S.M.A.R.T. data worth concern?

All things storage here: hard drives, DVD RW drives, little wicker baskets.

Moderators: morphine, Steel

S.M.A.R.T. data worth concern?

Postposted on Sun Jul 15, 2012 1:52 pm

I am curious about 1 particular entry - the UltraDMA CRC Error Count.

There's plenty of info on the internet about this error so I don't need an explanation or anything - I'm looking for advice.

It's a brand new (5 days old) WD Caviar Black 2TB (WD2002FAEX) and HD Tune is reporting a "Warning" for the CRC Error Count.

My question is would you RMA the drive based on that alone? Probably not right? You'd monitor it, see if it got worse. If it remained stable you'd probably keep the drive, chalk it up to ... whatever. (btw the count, the # of errors = 11)

But what if the drive was having nothing but trouble staying online? Simple ops - copying files, running chkdsk or defrag - won't run and hang the system, forcing reboots.

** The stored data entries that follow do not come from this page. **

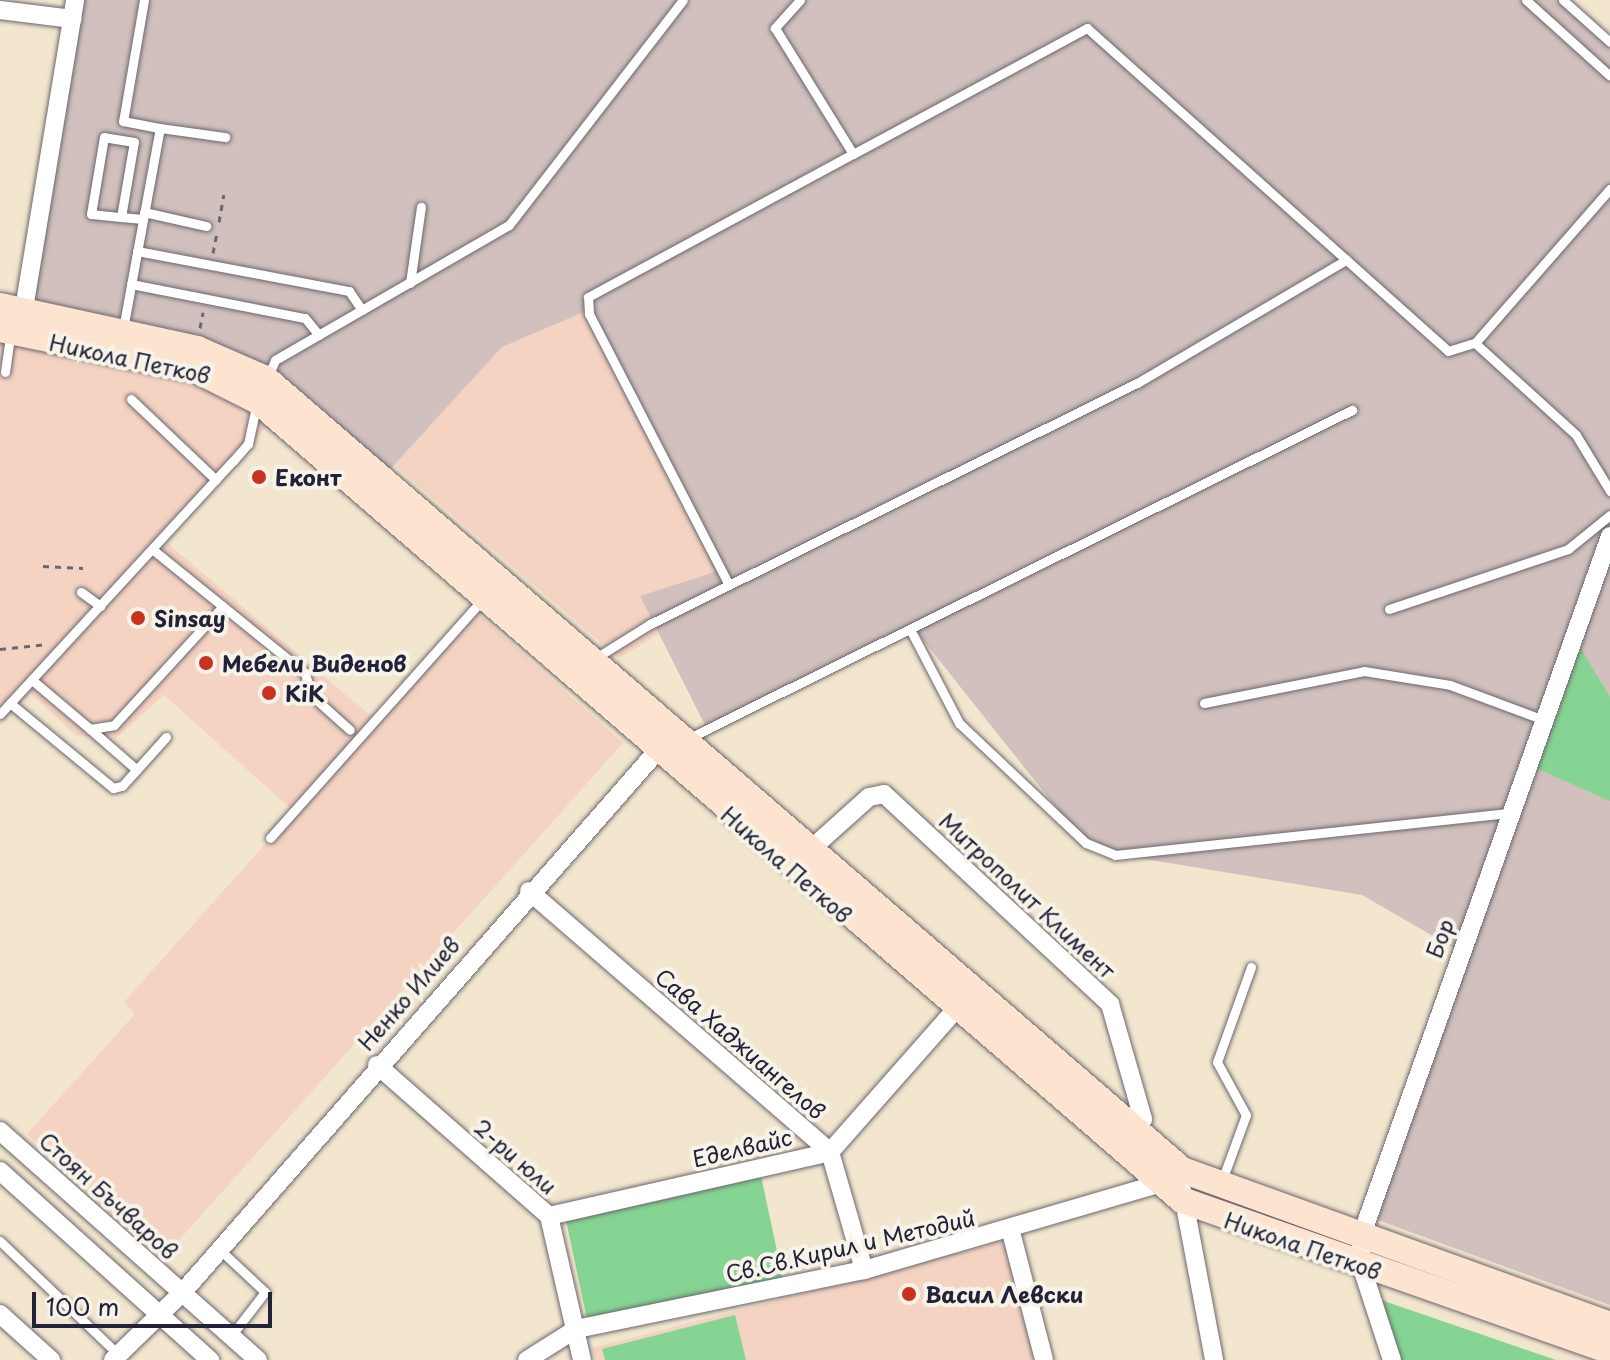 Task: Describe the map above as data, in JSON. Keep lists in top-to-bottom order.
{
  "streets": {
    "main road": ["Никола Петков"],
    "street": [
      "Митрополит Климент",
      "Бор",
      "Ненко Илиев",
      "Сава Хаджиангелов",
      "Еделвайс",
      "2-ри юли",
      "Стоян Бъчваров",
      "Св.Св.Кирил и Методий"
    ]
  },
  "crossings": [
    ["Никола Петков", "Митрополит Климент"],
    ["Никола Петков", "Бор"],
    ["Никола Петков", "Ненко Илиев"],
    ["Никола Петков", "Св.Св.Кирил и Методий"],
    ["Ненко Илиев", "Сава Хаджиангелов"],
    ["Ненко Илиев", "2-ри юли"],
    ["Ненко Илиев", "Стоян Бъчваров"],
    ["Сава Хаджиангелов", "Еделвайс"],
    ["Сава Хаджиангелов", "Св.Св.Кирил и Методий"],
    ["Еделвайс", "2-ри юли"],
    ["2-ри юли", "Св.Св.Кирил и Методий"]
  ],
  "places": [
    "Еконт",
    "Sinsay",
    "Мебели Виденов",
    "KiK",
    "Васил Левски"
  ],
  "scale_bar": "100 m"
}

I haven't ruled out other causes - maybe the drive is perfectly fine...I'm waiting on an external enclosure so I can test it outside the system. But after all the trouble and now, seeing this S.M.A.R.T data warning, it feels like the last straw to me ... I've owned the drive for 5 days. I've rebooted more times in those 5 days than I have in the 2 years since I put the system together.

(btw the WD drive, a BD drive, headphones - all were tightly packed into a sturdy box with bubble wrap)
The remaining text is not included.